Task brief: Gather all lines in the entries below that include the word "JSON".

Data extracts:
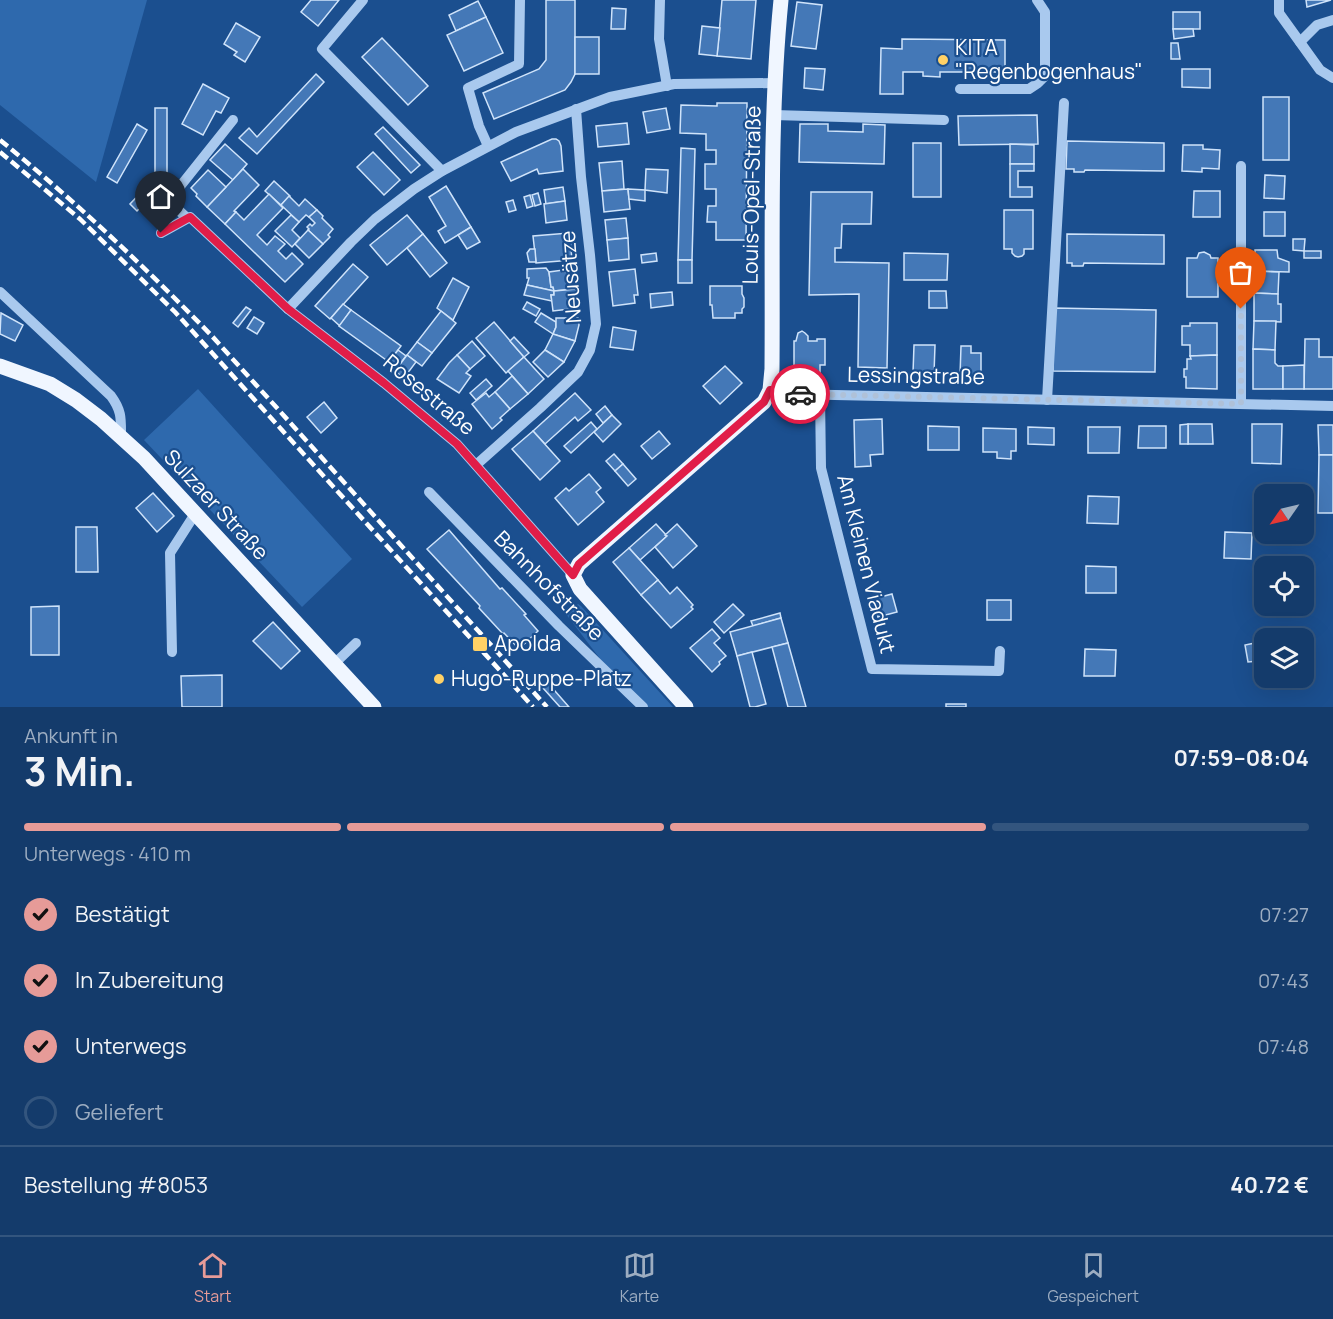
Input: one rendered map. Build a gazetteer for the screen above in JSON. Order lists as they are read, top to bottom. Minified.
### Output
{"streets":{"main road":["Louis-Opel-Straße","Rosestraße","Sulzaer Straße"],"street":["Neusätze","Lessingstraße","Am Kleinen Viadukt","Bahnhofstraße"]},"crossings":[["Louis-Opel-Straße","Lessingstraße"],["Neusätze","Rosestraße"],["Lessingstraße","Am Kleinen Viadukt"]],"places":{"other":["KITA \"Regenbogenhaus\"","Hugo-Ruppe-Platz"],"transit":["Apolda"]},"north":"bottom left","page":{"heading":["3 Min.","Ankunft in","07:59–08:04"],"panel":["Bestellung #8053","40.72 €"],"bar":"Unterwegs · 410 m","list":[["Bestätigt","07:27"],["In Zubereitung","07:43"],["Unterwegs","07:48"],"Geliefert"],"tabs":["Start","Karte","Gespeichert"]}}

--

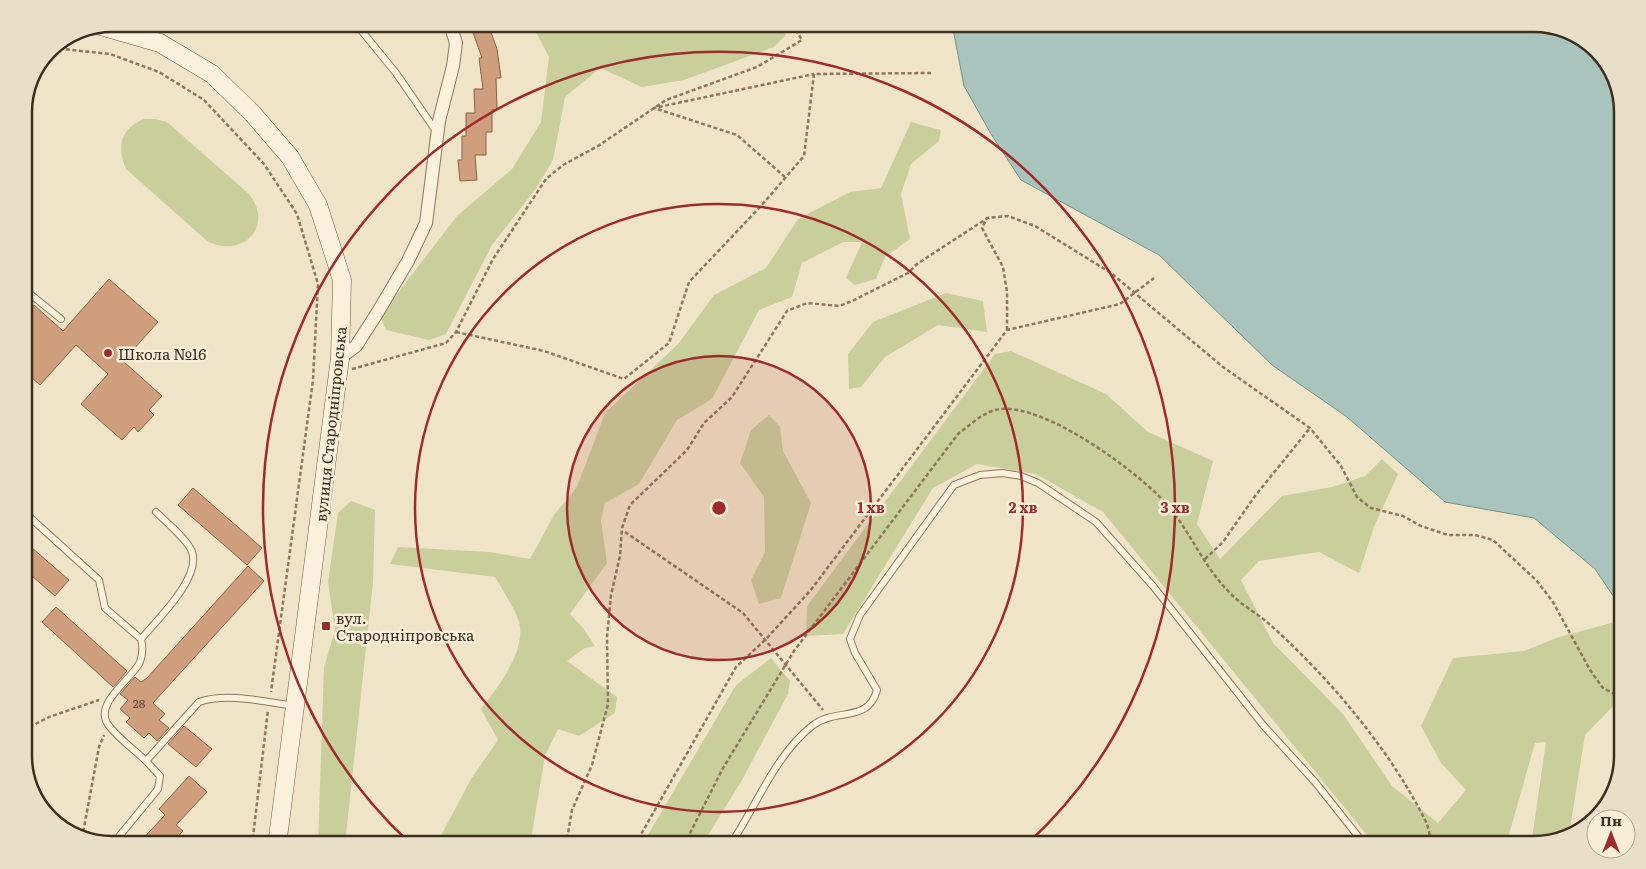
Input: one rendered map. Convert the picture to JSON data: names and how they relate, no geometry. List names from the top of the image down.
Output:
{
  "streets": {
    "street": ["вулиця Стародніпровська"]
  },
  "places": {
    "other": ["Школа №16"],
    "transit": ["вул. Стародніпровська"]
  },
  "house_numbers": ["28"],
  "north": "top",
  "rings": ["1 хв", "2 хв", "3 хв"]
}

Exercise answer:
Input: one rendered map. Build a gazetteer for the screen above in JSON. Order lists as they are read, top to bottom. Minified.
Input: one rendered map. Convert the picture to JSON data: names and how they relate, no geometry. List names from the top of the image down.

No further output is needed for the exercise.